A state that almost was
Two-thirds of the book is a collection of articles and essays that Thrall published over the years, primarily in the New York Review of Books. Most of them are excellent; a few haven’t aged as well. The description of the process that transformed the Palestinian Authority from a state in waiting to becoming part of the Israeli regime is particularly fascinating and important. That said, as somebody who has been following Thrall’s work for years, I would have liked to see more original material in the book, especially about the transition between the Obama and Trump administrations, and the question of whether we are actually entering a new era.
Of slightly less importance, I felt that Thrall at times describes or retells events in a way that allows it to fit the theory. For instance, the correlation between the wave of terrorist attacks in 1994-95 and the accelerated negotiations ahead of Oslo II seems tenuous. Likewise, there is serious evidence that Israeli negotiators believed the goal of the Oslo process to be a Palestinian state, and that their hesitance to state that publicly was primarily borne of domestic political considerations. Even if Oslo has become a brilliant and effective mechanism for managing the occupation, as Thrall points out, there is no proof that was the intention from the get-go — only speculation in hindsight. Either way, it’s not a particularly important debate.

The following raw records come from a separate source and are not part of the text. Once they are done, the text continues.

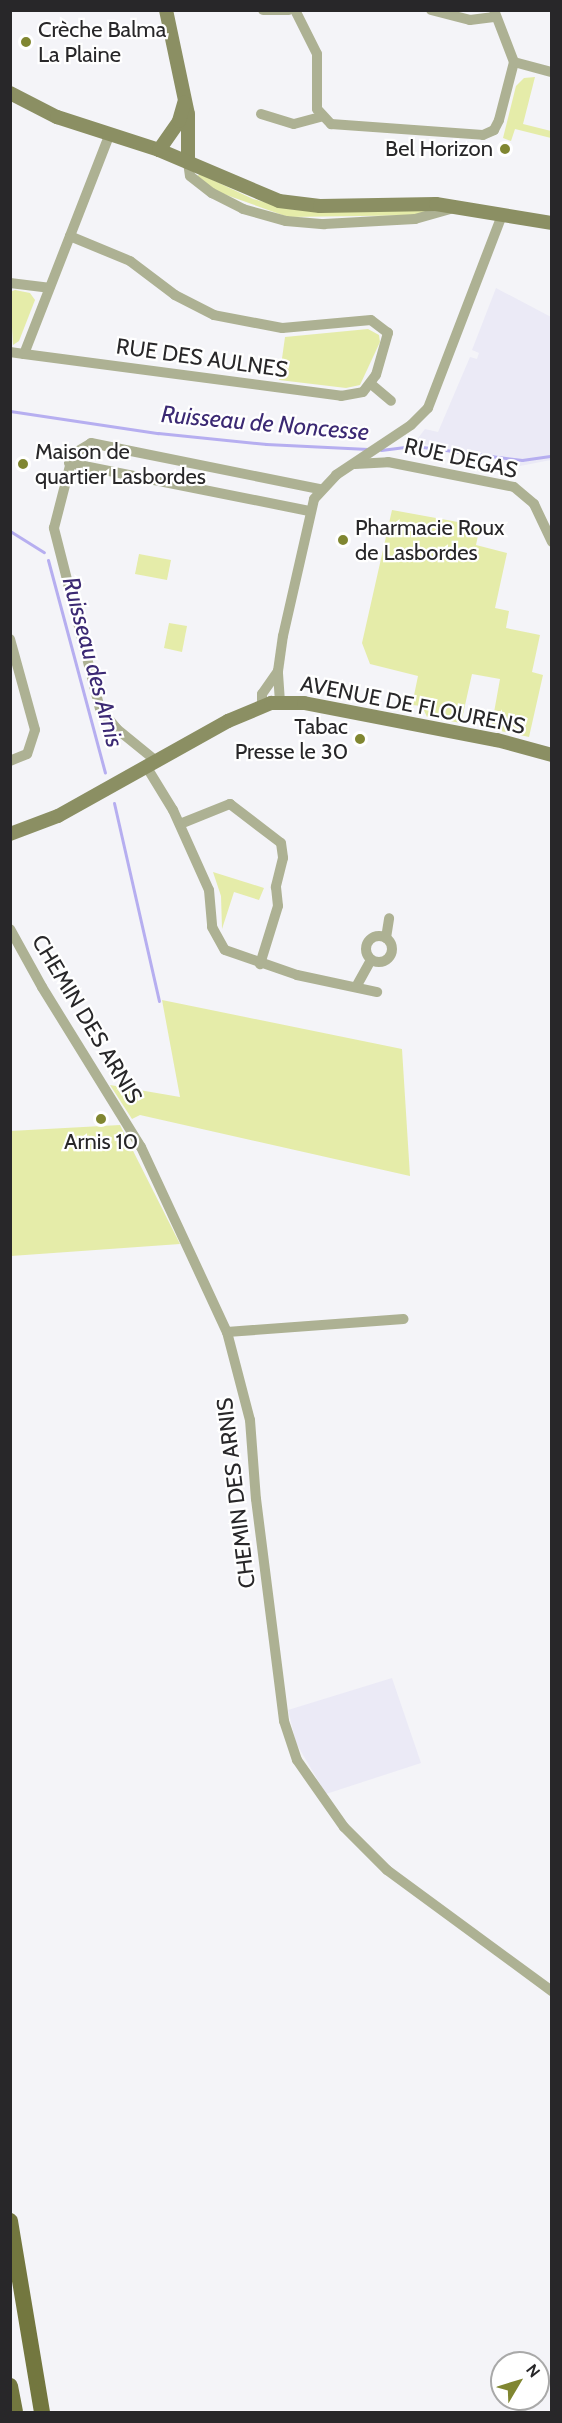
<!DOCTYPE html>
<html>
<head>
<meta charset="utf-8">
<style>
	body { margin:0 }
	#map { position:relative; width:562px; height:2423px; overflow:hidden; background:#f4f4f8; font-family:Cabin,sans-serif }
	div>[style] { position:absolute }
	.built>* { inset:0; background:#ebeaf6 }
	.green>* { inset:0; background:#e5eca9 }
	.stream>* { height:3px; margin:-1.5px; padding:0 1.5px; transform-origin:1.5px; border-radius:1.5px; background:#b6aef0 }
	.street>* { height:10px; margin:-5px; padding:0 5px; transform-origin:5px; border-radius:5px; background:#adb193 }
	.street>.ring { margin:-5px; padding:0; box-sizing:content-box; background:none; border:10px solid #adb193; border-radius:50% }
	.secondary>* { height:14px; margin:-7px; padding:0 7px; transform-origin:7px; border-radius:7px; background:#8b8f63 }
	.primary>* { height:16px; margin:-8px; padding:0 8px; transform-origin:8px; border-radius:8px; background:#73773f }
	.dots>* { width:16px; height:16px; translate:-50% -50%; box-sizing:border-box; border:3px solid #fff; border-radius:50% }
	span { translate:-50% -50%; white-space:nowrap; text-align:center; line-height:1.15; -webkit-text-stroke:4.5px #fff; paint-order:stroke }
	.poi-label { font-size:22px; color:#282729 }
	.left { translate:0 -50%; text-align:left }
	.right { translate:-100% -50%; text-align:right }
	.street-label { font-size:22px; color:#282729 }
	.water-label { font-size:24px; color:#3b2973; font-style:italic }
	.frame { position:absolute; inset:0; border:12px solid #282729; pointer-events:none }
	.north { position:absolute; left:490px; top:2351px; width:60px; height:60px; box-sizing:border-box; background:#fff; border:2px solid #a9a9a9; border-radius:50%; rotate:52deg; font-size:16px; font-weight:700; line-height:24px; text-align:center; color:#282729 }
	.north::after { content:''; display:block; margin:auto; width:21px; height:27px; background:#808631; clip-path:polygon(50% 0,100% 100%,50% 72%,0 100%) }
</style>
</head>
<body>
<div id="map">
	<div class="built">
		<i style="clip-path:polygon(496px 288px,551px 317px,551px 460px,520px 466px,415px 442px,425px 429px,438px 432px,470px 357px,477px 359px,479px 353px,472px 350px)"></i>
		<i style="clip-path:polygon(392px 1678px,421px 1763px,326px 1794px,296px 1743px,288px 1710px)"></i>
	</div>
	<div class="green">
		<i style="clip-path:polygon(535px 77px,523px 124px,551px 131px,551px 138px,515px 129px,511px 141px,503px 138px,516px 86px,524px 78px)"></i>
		<i style="clip-path:polygon(200px 174px,253px 199px,295px 210px,434px 210px,432px 215px,288px 217px,215px 191px,197px 176px)"></i>
		<i style="clip-path:polygon(15px 290px,30px 293px,35px 300px,19px 341px,13px 345px,10px 292px)"></i>
		<i style="clip-path:polygon(368px 329px,379px 335px,380px 342px,360px 385px,346px 388px,279px 380px,285px 337px)"></i>
		<i style="clip-path:polygon(392px 510px,480px 526px,476px 545px,507px 553px,495px 608px,509px 611px,506px 628px,540px 635px,532px 672px,543px 675px,529px 737px,491px 729px,500px 679px,472px 674px,461px 723px,427px 717px,422px 706px,412px 705px,418px 676px,370px 664px,362px 643px)"></i>
		<i style="clip-path:polygon(139px 554px,171px 560px,167px 580px,135px 574px)"></i>
		<i style="clip-path:polygon(169px 623px,187px 626px,182px 652px,164px 648px)"></i>
		<i style="clip-path:polygon(213px 872px,264px 888px,259px 900px,234px 892px,222px 929px,221px 896px)"></i>
		<i style="clip-path:polygon(162px 1000px,402px 1049px,410px 1176px,140px 1115px,132px 1119px,110px 1085px,180px 1097px)"></i>
		<i style="clip-path:polygon(120px 1125px,180px 1244px,11px 1256px,10px 1131px)"></i>
	</div>
	<div class="stream">
		<i style="left:10px;top:411px;width:150px;rotate:8.5deg"></i>
		<i style="left:158px;top:433px;width:109px;rotate:5.8deg"></i>
		<i style="left:266px;top:444px;width:102px;rotate:2.8deg"></i>
		<i style="left:381px;top:450px;width:34px;rotate:-7deg"></i>
		<i style="left:415px;top:446px;width:108px;rotate:7.5deg"></i>
		<i style="left:522px;top:460px;width:30px;rotate:-8deg"></i>
		<i style="left:10px;top:531px;width:40px;rotate:32deg"></i>
		<i style="left:48px;top:560px;width:220px;rotate:75deg"></i>
		<i style="left:114px;top:803px;width:203px;rotate:77.2deg"></i>
	</div>
	<div class="street">
		<i style="left:263px;top:10px;width:26px"></i>
		<i style="left:295px;top:10px;width:49px;rotate:63.4deg"></i>
		<i style="left:317px;top:54px;width:55px;rotate:90deg"></i>
		<i style="left:317px;top:109px;width:21px;rotate:47deg"></i>
		<i style="left:331px;top:124px;width:152px;rotate:4.1deg"></i>
		<i style="left:483px;top:135px;width:12px;rotate:-24deg"></i>
		<i style="left:494px;top:130px;width:11px;rotate:-63deg"></i>
		<i style="left:499px;top:120px;width:60px;rotate:-75.5deg"></i>
		<i style="left:431px;top:10px;width:40px;rotate:14.4deg"></i>
		<i style="left:470px;top:20px;width:26px;rotate:-7deg"></i>
		<i style="left:494px;top:10px;width:56px;rotate:69deg"></i>
		<i style="left:514px;top:62px;width:39px;rotate:15deg"></i>
		<i style="left:261px;top:114px;width:34px;rotate:17deg"></i>
		<i style="left:294px;top:124px;width:28px;rotate:-15deg"></i>
		<i style="left:188px;top:162px;width:14px;rotate:82deg"></i>
		<i style="left:190px;top:176px;width:28px;rotate:38deg"></i>
		<i style="left:212px;top:193px;width:35px;rotate:27deg"></i>
		<i style="left:243px;top:209px;width:45px;rotate:15.6deg"></i>
		<i style="left:286px;top:221px;width:38px;rotate:5deg"></i>
		<i style="left:324px;top:224px;width:91px;rotate:-3.1deg"></i>
		<i style="left:415px;top:219px;width:44px;rotate:-15.9deg"></i>
		<i style="left:10px;top:283px;width:39px;rotate:7deg"></i>
		<i style="left:10px;top:352px;width:14px;rotate:8deg"></i>
		<i style="left:24px;top:354px;width:237px;rotate:-68.7deg"></i>
		<i style="left:24px;top:354px;width:320px;rotate:7.5deg"></i>
		<i style="left:341px;top:396px;width:22px;rotate:-10deg"></i>
		<i style="left:363px;top:392px;width:21px;rotate:-53deg"></i>
		<i style="left:376px;top:375px;width:44px;rotate:-74.1deg"></i>
		<i style="left:388px;top:333px;width:21px;rotate:-143deg"></i>
		<i style="left:371px;top:320px;width:89px;rotate:174.9deg"></i>
		<i style="left:282px;top:328px;width:69px;rotate:-169.2deg"></i>
		<i style="left:214px;top:315px;width:44px;rotate:-152.9deg"></i>
		<i style="left:175px;top:295px;width:56px;rotate:-142.9deg"></i>
		<i style="left:130px;top:261px;width:65px;rotate:-157.4deg"></i>
		<i style="left:371px;top:384px;width:26px;rotate:40deg"></i>
		<i style="left:69px;top:463px;width:245px;rotate:11.3deg"></i>
		<i style="left:355px;top:464px;width:33px;rotate:-3deg"></i>
		<i style="left:388px;top:462px;width:128px;rotate:11.2deg"></i>
		<i style="left:514px;top:487px;width:26px;rotate:40deg"></i>
		<i style="left:534px;top:504px;width:42px;rotate:64.7deg"></i>
		<i style="left:10px;top:639px;width:94px;rotate:74.6deg"></i>
		<i style="left:35px;top:730px;width:25px;rotate:108deg"></i>
		<i style="left:27px;top:754px;width:18px;rotate:158deg"></i>
		<i style="left:280px;top:702px;width:31px;rotate:-94deg"></i>
		<i style="left:278px;top:671px;width:35px;rotate:-82deg"></i>
		<i style="left:283px;top:636px;width:140px;rotate:-77.2deg"></i>
		<i style="left:314px;top:499px;width:33px;rotate:-47deg"></i>
		<i style="left:336px;top:475px;width:90px;rotate:-33.7deg"></i>
		<i style="left:411px;top:425px;width:24px;rotate:-45deg"></i>
		<i style="left:428px;top:408px;width:207px;rotate:-69deg"></i>
		<i style="left:262px;top:705px;width:11px;rotate:-90deg"></i>
		<i style="left:262px;top:694px;width:28px;rotate:-55deg"></i>
		<i style="left:155px;top:760px;width:49px;rotate:-140.8deg"></i>
		<i style="left:117px;top:729px;width:26px;rotate:-130deg"></i>
		<i style="left:100px;top:709px;width:187px;rotate:-104.3deg"></i>
		<i style="left:54px;top:528px;width:76px;rotate:-75.6deg"></i>
		<i style="left:73px;top:454px;width:21px;rotate:-31deg"></i>
		<i style="left:91px;top:443px;width:234px;rotate:11.4deg"></i>
		<i style="left:146px;top:766px;width:52px;rotate:58.5deg"></i>
		<i style="left:173px;top:810px;width:88px;rotate:65.8deg"></i>
		<i style="left:209px;top:890px;width:37px;rotate:85deg"></i>
		<i style="left:212px;top:927px;width:26px;rotate:61deg"></i>
		<i style="left:225px;top:950px;width:76px;rotate:19.1deg"></i>
		<i style="left:297px;top:975px;width:82px;rotate:12deg"></i>
		<i style="left:180px;top:824px;width:54px;rotate:-21.8deg"></i>
		<i style="left:230px;top:804px;width:64px;rotate:37.4deg"></i>
		<i style="left:281px;top:843px;width:15px;rotate:82deg"></i>
		<i style="left:283px;top:858px;width:30px;rotate:104deg"></i>
		<i style="left:276px;top:887px;width:19px;rotate:84deg"></i>
		<i style="left:278px;top:906px;width:61px;rotate:107.2deg"></i>
		<i style="left:10px;top:929px;width:66px;rotate:61.1deg"></i>
		<i style="left:42px;top:987px;width:188px;rotate:58.3deg"></i>
		<i style="left:141px;top:1147px;width:204px;rotate:65.1deg"></i>
		<i style="left:227px;top:1332px;width:91px;rotate:75.4deg"></i>
		<i style="left:250px;top:1420px;width:79px;rotate:85.7deg"></i>
		<i style="left:256px;top:1499px;width:224px;rotate:82.8deg"></i>
		<i style="left:284px;top:1721px;width:41px;rotate:71.6deg"></i>
		<i style="left:297px;top:1760px;width:82px;rotate:55deg"></i>
		<i style="left:344px;top:1827px;width:61px;rotate:45deg"></i>
		<i style="left:387px;top:1870px;width:205px;rotate:36.3deg"></i>
		<i class="ring" style="left:366px;top:936px;width:16px;height:16px"></i>
		<i style="left:386px;top:938px;width:20px;rotate:-81deg"></i>
		<i style="left:356px;top:987px;width:31px;rotate:-61deg"></i>
		<i style="left:227px;top:1332px;width:177px;rotate:-4.2deg"></i>
	</div>
	<div class="secondary">
		<i style="left:166px;top:10px;width:106px;rotate:78.1deg"></i>
		<i style="left:188px;top:114px;width:48px;rotate:90deg"></i>
		<i style="left:10px;top:93px;width:53px;rotate:27.1deg"></i>
		<i style="left:57px;top:117px;width:107px;rotate:17.9deg"></i>
		<i style="left:159px;top:150px;width:130px;rotate:23deg"></i>
		<i style="left:279px;top:201px;width:41px;rotate:7deg"></i>
		<i style="left:320px;top:206px;width:116px;rotate:-1deg"></i>
		<i style="left:436px;top:204px;width:118px;rotate:9.3deg"></i>
		<i style="left:159px;top:150px;width:35px;rotate:-55deg"></i>
		<i style="left:179px;top:121px;width:19px;rotate:-74deg"></i>
		<i style="left:10px;top:834px;width:51px;rotate:-20.6deg"></i>
		<i style="left:58px;top:816px;width:195px;rotate:-29.2deg"></i>
		<i style="left:228px;top:721px;width:47px;rotate:-22.7deg"></i>
		<i style="left:271px;top:703px;width:33px"></i>
		<i style="left:304px;top:703px;width:197px;rotate:10.9deg"></i>
		<i style="left:497px;top:740px;width:57px;rotate:15.3deg"></i>
	</div>
	<div class="primary">
		<i style="left:10px;top:2221px;width:194px;rotate:80.5deg"></i>
		<i style="left:10px;top:2386px;width:26px;rotate:79deg"></i>
	</div>
	<div class="dots">
		<i style="left:26px;top:42px;background:#808631"></i>
		<i style="left:505px;top:149px;background:#808631"></i>
		<i style="left:23px;top:464px;background:#808631"></i>
		<i style="left:343px;top:540px;background:#808631"></i>
		<i style="left:360px;top:739px;background:#808631"></i>
		<i style="left:101px;top:1119px;background:#808631"></i>
	</div>
	<div class="poi-label">
		<span class="left" style="left:38px;top:42px">Crèche Balma<br>La Plaine</span>
		<span class="right" style="left:493px;top:149px">Bel Horizon</span>
		<span class="left" style="left:35px;top:464px">Maison de<br>quartier Lasbordes</span>
		<span class="left" style="left:355px;top:540px">Pharmacie Roux<br>de Lasbordes</span>
		<span class="right" style="left:348px;top:739px">Tabac<br>Presse le 30</span>
		<span style="left:101px;top:1142px">Arnis 10</span>
	</div>
	<div class="street-label">
		<span style="left:202px;top:358px;rotate:8deg">RUE DES AULNES</span>
		<span style="left:461px;top:458px;rotate:13deg">RUE DEGAS</span>
		<span style="left:413px;top:705px;rotate:11deg">AVENUE DE FLOURENS</span>
		<span style="left:87px;top:1019px;rotate:59deg">CHEMIN DES ARNIS</span>
		<span style="left:236px;top:1493px;rotate:-97deg">CHEMIN DES ARNIS</span>
	</div>
	<div class="water-label">
		<span style="left:265px;top:423px;rotate:5deg">Ruisseau de Noncesse</span>
		<span style="left:93px;top:662px;rotate:75deg">Ruisseau des Arnis</span>
	</div>
	<div class="frame"></div>
	<div class="north">N</div>
</div>
</body>
</html>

The biggest weakness of a realpolitik analysis is that it treats states as “black boxes” that produce rational outcomes, and tends to have a harder time evaluating internal political and cultural dynamics. Thrall discusses the importance of institutions like J Street and the New York Times in pushing the American government into another round of peace talks that only strengthened the status quo, and he briefly discusses the identity of the American negotiators themselves — but he never delves too deep into those topics. He also barely touches on the rise of the new Israeli Right and the maximalist demands that it has brought into the mainstream. The impression that Israel succeeded at thwarting the two-state solution, in my opinion, opens the door to changes in political dynamics in the not-too-distant future.
The book is important, interesting, an easy read, and it serves as a crucial resource for the most significant core issues that occupy the news cycle — from Jerusalem to Gaza. It also gives original and instructive answers to the failure of the peace process that go beyond simply casting blame on one side or another. But the crisis of the two-state solution is not just a crisis of the the political process which was supposed to result in two states; a major part of it is the crisis over the very idea of statehood, and the disintegration of nationalist societies all over the world. Thrall notes at the end of the excellent analysis which opens his book that, “through pressure on the parties, a peaceful partition of Palestine is achievable.” That might be true, but it’s also reasonable to assume such a result would not be a “final status” resolution but merely the beginning of a new chapter.